London: United Kingdom’s Office for Standards in Education (Ofsted) has started consultations with Muslim campaigners following outrage over its decision to question Muslim school girls about their reasons to wear hijabs.
In a statement, a spokesperson for Ofsted has confirmed that Amanda Spielman, the chief inspector, met a group of Muslim women last week to discuss the rising number of primary schools introducing hijab as part of their uniform dress code for girls.
“This was a matter of concern to the group given that, traditionally, the hijab is not worn until girls reach puberty, as a mark of modesty as they become young women,” the spokesperson has said.
Further explaining the decision to engage Muslim campaigners, the Ofsted spokesman has said, “we intend to hold further discussions with our inspector workforce and with groups such as the Association of Muslim Schools, school leaders and individual MPs as we develop our guidance for inspectors on this sensitive matter in a considered way.”
The meeting between Ofsted and the Muslim women campaigners came in the aftermath of Spielman’s announcement in November that U.K school inspectors had been instructed to investigate Muslim primary school girls – some as young as four-years-old – about their decision to wear the hijab. She explained that she had made the decision to prevent ‘an environment where primary school children are expected to wear the hijab. This could be interpreted as sexualisation of young girls’.
The decision had sparked condemnation from faith leaders, academics and over a thousand school teachers who termed it ‘a kneejerk, discriminatory and institutionally racist response’.
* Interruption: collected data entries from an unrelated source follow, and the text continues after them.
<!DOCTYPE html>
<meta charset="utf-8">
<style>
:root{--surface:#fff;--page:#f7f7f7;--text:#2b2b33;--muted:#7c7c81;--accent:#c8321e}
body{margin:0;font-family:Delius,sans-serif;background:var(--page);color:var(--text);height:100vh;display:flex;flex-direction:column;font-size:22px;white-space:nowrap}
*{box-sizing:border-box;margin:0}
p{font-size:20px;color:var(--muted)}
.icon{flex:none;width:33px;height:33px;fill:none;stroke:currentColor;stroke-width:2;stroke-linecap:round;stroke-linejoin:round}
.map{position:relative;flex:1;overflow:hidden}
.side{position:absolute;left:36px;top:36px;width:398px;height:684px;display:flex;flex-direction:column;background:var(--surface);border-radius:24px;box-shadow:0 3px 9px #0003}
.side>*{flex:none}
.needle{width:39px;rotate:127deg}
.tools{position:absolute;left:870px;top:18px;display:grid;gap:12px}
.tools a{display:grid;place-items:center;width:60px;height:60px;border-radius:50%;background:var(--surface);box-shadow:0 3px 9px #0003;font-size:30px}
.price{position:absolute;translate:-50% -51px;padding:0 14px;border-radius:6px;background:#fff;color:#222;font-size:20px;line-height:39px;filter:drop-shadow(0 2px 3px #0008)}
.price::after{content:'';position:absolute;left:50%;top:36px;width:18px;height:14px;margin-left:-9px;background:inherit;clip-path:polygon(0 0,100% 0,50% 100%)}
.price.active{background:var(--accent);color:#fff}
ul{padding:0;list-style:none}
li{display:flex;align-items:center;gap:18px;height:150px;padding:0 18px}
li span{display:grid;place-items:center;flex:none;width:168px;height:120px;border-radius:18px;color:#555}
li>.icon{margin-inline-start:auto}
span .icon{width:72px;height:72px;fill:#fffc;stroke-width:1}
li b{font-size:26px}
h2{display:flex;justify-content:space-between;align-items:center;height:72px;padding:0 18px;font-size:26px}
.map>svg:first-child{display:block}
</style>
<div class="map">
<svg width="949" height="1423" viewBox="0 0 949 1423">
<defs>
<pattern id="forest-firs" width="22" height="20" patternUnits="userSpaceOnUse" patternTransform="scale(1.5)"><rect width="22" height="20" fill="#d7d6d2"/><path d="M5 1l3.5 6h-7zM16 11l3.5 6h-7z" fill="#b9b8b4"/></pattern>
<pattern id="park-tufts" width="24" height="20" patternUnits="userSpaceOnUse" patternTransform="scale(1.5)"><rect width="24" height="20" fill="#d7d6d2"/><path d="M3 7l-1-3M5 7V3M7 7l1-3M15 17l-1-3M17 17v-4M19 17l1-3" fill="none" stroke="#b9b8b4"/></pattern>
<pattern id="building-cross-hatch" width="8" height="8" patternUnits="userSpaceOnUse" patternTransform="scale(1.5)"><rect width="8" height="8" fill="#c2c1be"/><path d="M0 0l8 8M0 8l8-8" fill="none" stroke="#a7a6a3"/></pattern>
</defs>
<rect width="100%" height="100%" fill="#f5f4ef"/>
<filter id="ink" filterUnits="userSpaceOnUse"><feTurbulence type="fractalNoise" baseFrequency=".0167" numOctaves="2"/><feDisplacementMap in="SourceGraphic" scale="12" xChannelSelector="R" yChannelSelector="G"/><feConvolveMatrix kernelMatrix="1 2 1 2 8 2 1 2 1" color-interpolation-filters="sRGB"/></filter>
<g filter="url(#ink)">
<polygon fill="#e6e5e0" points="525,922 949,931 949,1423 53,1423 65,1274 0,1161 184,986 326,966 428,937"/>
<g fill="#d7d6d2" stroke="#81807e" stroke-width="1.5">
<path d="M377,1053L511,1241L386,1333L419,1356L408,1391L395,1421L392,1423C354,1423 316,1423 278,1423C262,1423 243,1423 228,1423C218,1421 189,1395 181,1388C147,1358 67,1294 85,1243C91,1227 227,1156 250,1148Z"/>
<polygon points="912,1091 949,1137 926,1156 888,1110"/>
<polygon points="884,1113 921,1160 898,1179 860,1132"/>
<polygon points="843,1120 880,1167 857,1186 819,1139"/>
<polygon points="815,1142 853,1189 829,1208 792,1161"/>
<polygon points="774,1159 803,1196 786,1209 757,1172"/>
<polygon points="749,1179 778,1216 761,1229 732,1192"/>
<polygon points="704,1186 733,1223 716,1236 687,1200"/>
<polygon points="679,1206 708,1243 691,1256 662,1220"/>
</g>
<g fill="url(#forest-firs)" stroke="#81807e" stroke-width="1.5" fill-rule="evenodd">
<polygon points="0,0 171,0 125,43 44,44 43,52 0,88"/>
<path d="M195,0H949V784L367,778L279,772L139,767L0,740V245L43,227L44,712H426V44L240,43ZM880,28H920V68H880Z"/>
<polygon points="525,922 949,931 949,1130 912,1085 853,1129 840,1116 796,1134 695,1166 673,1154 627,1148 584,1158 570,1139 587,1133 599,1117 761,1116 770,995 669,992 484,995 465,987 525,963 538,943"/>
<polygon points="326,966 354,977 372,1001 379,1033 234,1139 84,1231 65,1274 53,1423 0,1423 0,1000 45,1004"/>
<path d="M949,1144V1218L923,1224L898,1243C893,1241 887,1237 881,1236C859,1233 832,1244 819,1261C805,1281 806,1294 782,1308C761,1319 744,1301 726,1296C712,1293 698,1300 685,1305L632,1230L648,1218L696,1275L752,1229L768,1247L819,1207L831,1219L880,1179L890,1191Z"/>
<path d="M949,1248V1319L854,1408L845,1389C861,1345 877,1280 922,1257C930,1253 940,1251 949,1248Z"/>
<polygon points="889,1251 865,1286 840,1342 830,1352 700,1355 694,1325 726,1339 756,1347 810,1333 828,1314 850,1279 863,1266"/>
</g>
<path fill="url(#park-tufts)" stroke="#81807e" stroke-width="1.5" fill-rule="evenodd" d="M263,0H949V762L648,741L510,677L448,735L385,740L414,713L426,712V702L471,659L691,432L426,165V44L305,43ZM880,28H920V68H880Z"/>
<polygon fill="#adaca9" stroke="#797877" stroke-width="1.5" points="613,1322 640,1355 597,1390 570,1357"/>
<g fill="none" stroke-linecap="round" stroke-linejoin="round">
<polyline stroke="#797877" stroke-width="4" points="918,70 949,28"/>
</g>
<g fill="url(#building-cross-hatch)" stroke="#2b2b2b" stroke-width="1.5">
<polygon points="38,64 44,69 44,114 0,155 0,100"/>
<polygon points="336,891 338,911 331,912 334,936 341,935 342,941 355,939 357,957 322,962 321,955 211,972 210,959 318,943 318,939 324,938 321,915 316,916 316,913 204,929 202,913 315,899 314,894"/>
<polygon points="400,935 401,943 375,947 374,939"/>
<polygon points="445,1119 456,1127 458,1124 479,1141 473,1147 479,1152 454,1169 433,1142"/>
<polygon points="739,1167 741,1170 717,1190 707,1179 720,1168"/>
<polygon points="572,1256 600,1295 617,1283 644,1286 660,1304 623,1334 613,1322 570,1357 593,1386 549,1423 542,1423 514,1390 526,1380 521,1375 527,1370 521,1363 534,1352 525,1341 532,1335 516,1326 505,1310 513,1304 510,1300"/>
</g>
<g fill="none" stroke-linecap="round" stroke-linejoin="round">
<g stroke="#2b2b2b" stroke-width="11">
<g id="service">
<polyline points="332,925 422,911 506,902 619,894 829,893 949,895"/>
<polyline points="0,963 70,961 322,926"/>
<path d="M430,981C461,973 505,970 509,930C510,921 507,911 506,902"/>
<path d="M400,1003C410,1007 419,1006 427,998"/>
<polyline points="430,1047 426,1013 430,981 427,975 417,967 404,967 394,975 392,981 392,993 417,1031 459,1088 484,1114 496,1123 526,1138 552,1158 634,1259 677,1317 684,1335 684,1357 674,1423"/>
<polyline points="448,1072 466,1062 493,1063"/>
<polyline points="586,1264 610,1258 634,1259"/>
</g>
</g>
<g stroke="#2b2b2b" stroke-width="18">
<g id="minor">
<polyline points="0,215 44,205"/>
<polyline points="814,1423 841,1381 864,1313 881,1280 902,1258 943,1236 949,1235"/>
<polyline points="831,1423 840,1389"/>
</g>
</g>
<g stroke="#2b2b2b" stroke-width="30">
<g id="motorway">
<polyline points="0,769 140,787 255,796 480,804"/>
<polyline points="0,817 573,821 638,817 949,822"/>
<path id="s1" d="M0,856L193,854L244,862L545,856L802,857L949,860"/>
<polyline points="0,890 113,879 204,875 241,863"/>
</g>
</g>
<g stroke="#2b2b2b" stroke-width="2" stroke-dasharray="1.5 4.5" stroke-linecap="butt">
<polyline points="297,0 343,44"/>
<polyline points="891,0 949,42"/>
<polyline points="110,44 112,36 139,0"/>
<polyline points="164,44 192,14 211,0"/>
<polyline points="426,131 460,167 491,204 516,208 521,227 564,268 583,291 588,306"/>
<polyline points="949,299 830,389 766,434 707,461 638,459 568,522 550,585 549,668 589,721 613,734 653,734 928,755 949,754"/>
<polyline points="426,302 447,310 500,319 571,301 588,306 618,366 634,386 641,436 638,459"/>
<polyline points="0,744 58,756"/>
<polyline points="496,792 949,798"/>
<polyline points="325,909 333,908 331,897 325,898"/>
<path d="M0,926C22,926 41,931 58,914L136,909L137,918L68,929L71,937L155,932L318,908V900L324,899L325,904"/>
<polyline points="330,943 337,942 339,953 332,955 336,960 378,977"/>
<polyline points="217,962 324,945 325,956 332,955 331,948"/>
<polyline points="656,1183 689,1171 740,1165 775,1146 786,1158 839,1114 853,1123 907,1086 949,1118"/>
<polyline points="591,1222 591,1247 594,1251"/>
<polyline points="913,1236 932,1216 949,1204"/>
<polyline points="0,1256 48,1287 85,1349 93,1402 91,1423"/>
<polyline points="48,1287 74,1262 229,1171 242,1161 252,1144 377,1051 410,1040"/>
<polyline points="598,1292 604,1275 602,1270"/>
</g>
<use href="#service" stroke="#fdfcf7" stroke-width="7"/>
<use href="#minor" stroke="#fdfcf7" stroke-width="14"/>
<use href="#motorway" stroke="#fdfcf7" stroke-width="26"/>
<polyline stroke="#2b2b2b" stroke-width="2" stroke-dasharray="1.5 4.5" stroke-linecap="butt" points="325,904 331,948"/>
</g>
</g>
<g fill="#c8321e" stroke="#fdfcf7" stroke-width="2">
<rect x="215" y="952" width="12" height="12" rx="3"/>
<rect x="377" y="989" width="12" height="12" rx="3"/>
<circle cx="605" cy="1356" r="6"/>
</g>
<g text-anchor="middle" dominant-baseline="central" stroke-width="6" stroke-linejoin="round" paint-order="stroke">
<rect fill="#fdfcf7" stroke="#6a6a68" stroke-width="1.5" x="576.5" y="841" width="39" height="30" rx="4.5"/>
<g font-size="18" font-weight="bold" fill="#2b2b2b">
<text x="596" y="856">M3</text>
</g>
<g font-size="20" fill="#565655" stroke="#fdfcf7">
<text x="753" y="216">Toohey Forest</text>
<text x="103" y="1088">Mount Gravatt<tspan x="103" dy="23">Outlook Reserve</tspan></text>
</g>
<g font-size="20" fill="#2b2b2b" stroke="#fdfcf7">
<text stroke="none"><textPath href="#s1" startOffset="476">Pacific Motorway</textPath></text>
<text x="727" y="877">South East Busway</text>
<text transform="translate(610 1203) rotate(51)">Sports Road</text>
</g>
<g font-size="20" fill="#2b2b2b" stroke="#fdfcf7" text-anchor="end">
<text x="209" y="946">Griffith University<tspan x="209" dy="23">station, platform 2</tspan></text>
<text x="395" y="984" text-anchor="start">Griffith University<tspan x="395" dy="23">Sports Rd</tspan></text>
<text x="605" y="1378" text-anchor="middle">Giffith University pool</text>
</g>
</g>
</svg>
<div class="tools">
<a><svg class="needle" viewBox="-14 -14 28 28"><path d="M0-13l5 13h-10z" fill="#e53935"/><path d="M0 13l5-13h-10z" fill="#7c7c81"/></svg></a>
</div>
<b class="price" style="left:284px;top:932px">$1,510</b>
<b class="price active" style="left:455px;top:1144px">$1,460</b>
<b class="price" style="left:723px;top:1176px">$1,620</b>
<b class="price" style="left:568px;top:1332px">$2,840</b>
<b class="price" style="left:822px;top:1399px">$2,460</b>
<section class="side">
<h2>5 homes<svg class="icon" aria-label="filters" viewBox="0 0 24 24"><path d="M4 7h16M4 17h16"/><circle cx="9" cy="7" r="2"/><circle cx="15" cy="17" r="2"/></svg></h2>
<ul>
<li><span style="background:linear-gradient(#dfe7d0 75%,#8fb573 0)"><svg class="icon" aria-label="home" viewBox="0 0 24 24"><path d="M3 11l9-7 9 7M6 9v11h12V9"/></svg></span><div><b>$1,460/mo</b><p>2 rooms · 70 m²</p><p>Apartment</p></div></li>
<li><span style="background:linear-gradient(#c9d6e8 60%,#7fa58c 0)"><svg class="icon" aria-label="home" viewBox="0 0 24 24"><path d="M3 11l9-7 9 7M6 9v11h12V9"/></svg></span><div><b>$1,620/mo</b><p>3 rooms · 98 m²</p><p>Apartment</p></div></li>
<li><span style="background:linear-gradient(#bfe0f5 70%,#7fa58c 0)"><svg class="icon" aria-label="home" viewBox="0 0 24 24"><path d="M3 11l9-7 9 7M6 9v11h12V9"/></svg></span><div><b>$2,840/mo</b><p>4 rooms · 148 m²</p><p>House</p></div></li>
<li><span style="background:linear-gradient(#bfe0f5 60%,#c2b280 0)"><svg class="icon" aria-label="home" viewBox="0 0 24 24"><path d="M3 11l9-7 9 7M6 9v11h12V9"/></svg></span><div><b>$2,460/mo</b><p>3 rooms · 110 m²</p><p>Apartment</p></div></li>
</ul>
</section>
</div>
An open letter signed by 1,136 faith leaders, teachers and academics in response to Ofsted’s decision had warned that the decision will ‘violate civil liberties and create a climate of fear and mistrust in schools, and must be retracted immediately’.
The letter called on Ofsted to provide evidence of research to substantiate its claims. “Ofsted has provided no evidence that some children wearing the hijab creates an environment where ‘school children are expected to wear the hijab’, or that this ‘could be interpreted as the sexualisation of young girls,” it said.
Further, the Ofsted decision heightened concerns in the Muslim community that the U.K schools watchdog was discriminating on the basis of race, religion, and gender. “While a wider conversation about the sexualisation of girls in Britain’s culture and economy is welcome, the singling out of Muslim children for investigation is unacceptable.”
Spellman’s, surprise announcement in November had been preceded by a meeting with campaigners against the hijab. In September, these campaigners sent an open letter to The Sunday Times, a U.K newspaper, seeking protection of Britain’s ‘hard-won freedoms’. The campaigners labelled the rise of the hijab among the children as an ‘affront’ to the historical fight for gender equality and called for its ban.
Following the 2014 ‘Trojan Horse’ incident in Birmingham, the Ofsted’s decision on hijab – the recommendation to inspectors, rather than an update to the inspectorate’s official handbook – has been seen by many in the British Muslim community as just the latest in a series of discriminatory restrictions towards Muslim schools by the watchdog. The Trojan Horse incident had stoked fears amongst the British public about Islamist influence in state schools. Although the claims were later debunked, the damage remained.
Meanwhile, Muslim parents of children at Clifton school in Birmingham where girls as young as four- or five-years-old wear the hijab had mixed reactions to the Ofsted’s recommendations.
Elham Kassim, mother of a six-year-old, welcomed the decision. “Our daughter is too young to wear the hijab, but she wants to wear it because her friends do,” she said. She expressed her dismay with parents who encourage young girls to wear the hijab. “It makes young girls aware of their sexuality, robs their innocence, makes them aware of adult issues,” she said. However, Mr Hussain whose five-year-old daughter wears a hijab said, “the hijab is part of our Muslim identity and this decision shows again how they [Ofsted] discriminate against Muslims.”
His views were also echoed by the Muslim Council of Britain secretary-general Harun Khan in his public response to Ofsted’s move. “It is deeply worrying that Ofsted has announced it will be specifically targeting and quizzing young Muslim girls who choose to wear the headscarf.
“It sends a clear message to all British women who adopt this that they are second-class citizens, that while they are free to wear the headscarf, the establishment would prefer that they do not,” he said.
“Many British Muslims who choose to wear the headscarf have done extremely well in education and are breaking glass ceilings.”
Published in Daily Times, December 13th 2017.